### Goal of the exercise
Please copy every line of the data in which the string "coordinates" appears.

※ ※ ※

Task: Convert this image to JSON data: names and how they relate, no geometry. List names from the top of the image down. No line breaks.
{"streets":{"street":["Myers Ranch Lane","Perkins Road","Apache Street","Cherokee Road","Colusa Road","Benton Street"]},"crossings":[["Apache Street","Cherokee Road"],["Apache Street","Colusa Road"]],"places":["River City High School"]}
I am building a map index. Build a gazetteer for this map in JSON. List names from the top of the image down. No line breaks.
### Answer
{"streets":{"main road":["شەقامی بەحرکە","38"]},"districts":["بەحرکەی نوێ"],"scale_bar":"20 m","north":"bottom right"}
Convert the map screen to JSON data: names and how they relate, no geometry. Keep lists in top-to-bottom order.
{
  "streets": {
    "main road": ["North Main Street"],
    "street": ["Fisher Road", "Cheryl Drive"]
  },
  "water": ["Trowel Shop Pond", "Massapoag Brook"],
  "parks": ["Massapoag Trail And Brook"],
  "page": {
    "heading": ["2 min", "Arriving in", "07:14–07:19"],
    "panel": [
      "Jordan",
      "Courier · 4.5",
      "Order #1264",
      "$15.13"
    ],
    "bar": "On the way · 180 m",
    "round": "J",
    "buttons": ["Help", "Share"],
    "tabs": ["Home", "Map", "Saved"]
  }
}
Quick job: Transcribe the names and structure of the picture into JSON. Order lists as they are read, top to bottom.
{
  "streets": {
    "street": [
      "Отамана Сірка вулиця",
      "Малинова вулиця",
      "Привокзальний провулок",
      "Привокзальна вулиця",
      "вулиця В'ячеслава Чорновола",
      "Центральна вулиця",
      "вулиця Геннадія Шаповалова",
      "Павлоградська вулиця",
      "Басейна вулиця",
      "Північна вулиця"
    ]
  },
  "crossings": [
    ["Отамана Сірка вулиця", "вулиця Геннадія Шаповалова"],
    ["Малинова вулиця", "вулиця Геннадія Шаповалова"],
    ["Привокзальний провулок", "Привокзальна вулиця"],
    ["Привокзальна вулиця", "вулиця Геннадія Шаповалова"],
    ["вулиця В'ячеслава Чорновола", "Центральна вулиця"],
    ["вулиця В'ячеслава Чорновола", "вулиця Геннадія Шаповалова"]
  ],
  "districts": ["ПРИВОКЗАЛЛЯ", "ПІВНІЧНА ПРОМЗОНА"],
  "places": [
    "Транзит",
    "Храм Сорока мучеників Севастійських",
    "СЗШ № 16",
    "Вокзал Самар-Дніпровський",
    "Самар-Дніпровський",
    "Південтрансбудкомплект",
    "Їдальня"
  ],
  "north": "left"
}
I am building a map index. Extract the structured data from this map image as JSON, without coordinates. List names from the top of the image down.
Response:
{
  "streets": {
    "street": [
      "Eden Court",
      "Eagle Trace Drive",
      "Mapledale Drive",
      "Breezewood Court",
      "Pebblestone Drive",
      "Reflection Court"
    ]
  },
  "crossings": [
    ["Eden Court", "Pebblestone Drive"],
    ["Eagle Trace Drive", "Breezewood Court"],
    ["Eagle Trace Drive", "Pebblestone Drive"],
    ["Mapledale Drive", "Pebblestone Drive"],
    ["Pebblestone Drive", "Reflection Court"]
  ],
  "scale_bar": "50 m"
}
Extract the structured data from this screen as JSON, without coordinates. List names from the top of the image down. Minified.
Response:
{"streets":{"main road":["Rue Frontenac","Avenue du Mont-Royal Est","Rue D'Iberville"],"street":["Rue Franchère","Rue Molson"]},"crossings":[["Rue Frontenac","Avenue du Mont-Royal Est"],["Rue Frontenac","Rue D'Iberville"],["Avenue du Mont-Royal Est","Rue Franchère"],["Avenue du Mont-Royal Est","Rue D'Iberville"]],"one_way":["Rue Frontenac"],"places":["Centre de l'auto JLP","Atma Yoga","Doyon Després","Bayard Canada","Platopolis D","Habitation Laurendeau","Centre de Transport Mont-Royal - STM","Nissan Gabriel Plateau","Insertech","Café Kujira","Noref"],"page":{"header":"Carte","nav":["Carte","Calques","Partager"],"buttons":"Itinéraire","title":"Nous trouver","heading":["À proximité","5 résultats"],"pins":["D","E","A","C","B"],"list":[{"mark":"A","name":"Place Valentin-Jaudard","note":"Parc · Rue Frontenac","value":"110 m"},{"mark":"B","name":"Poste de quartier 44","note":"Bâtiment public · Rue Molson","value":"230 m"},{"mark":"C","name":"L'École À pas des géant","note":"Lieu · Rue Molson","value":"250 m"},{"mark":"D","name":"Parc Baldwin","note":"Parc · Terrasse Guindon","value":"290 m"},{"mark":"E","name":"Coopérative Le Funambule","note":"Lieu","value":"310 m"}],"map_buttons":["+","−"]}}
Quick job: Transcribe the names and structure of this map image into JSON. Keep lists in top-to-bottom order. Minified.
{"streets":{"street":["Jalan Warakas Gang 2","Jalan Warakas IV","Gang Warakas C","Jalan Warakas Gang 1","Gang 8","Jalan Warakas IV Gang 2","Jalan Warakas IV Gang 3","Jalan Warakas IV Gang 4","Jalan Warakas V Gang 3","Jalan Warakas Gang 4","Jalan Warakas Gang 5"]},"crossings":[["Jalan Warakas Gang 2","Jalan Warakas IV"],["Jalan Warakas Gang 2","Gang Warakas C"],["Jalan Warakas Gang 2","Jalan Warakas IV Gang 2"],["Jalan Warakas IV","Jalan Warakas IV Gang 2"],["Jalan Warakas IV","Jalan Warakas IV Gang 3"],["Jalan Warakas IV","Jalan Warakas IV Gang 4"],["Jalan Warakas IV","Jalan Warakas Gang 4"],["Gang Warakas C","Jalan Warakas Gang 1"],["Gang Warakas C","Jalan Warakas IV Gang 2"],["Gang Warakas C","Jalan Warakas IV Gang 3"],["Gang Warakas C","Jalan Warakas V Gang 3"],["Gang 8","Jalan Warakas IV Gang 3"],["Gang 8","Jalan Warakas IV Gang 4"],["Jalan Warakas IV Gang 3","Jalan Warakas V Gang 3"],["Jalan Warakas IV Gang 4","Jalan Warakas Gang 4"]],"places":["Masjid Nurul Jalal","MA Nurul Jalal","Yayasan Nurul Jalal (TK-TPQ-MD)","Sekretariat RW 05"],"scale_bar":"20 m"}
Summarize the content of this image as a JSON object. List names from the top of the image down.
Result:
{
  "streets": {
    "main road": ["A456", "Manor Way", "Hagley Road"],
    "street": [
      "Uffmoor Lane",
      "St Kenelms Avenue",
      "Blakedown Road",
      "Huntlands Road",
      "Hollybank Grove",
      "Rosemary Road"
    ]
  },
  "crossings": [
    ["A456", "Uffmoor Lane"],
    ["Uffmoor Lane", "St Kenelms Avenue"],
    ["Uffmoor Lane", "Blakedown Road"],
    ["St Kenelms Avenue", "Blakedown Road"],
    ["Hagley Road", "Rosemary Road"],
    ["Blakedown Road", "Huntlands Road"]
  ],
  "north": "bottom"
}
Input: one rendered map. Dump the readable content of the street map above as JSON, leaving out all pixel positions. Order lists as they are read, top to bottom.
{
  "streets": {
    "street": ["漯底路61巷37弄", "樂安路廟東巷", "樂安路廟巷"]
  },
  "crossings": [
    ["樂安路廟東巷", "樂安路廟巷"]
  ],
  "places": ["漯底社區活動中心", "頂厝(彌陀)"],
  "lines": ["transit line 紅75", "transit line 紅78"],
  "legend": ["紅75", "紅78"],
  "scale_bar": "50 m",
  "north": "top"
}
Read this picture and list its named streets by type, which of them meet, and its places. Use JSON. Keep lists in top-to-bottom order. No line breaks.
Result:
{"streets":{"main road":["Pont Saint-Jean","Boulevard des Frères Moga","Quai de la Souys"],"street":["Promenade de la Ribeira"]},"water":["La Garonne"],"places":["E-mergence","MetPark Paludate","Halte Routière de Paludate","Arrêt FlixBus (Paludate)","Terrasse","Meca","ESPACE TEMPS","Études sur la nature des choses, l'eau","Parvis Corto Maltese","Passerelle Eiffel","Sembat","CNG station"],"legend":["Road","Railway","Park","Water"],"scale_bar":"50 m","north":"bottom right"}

※ ※ ※

### Written reply
I am building a map index. Extract the structured data from this map image as JSON, without coordinates. List names from the top of the image down.
Extract the structured data from this screen as JSON, without coordinates. List names from the top of the image down. Minified.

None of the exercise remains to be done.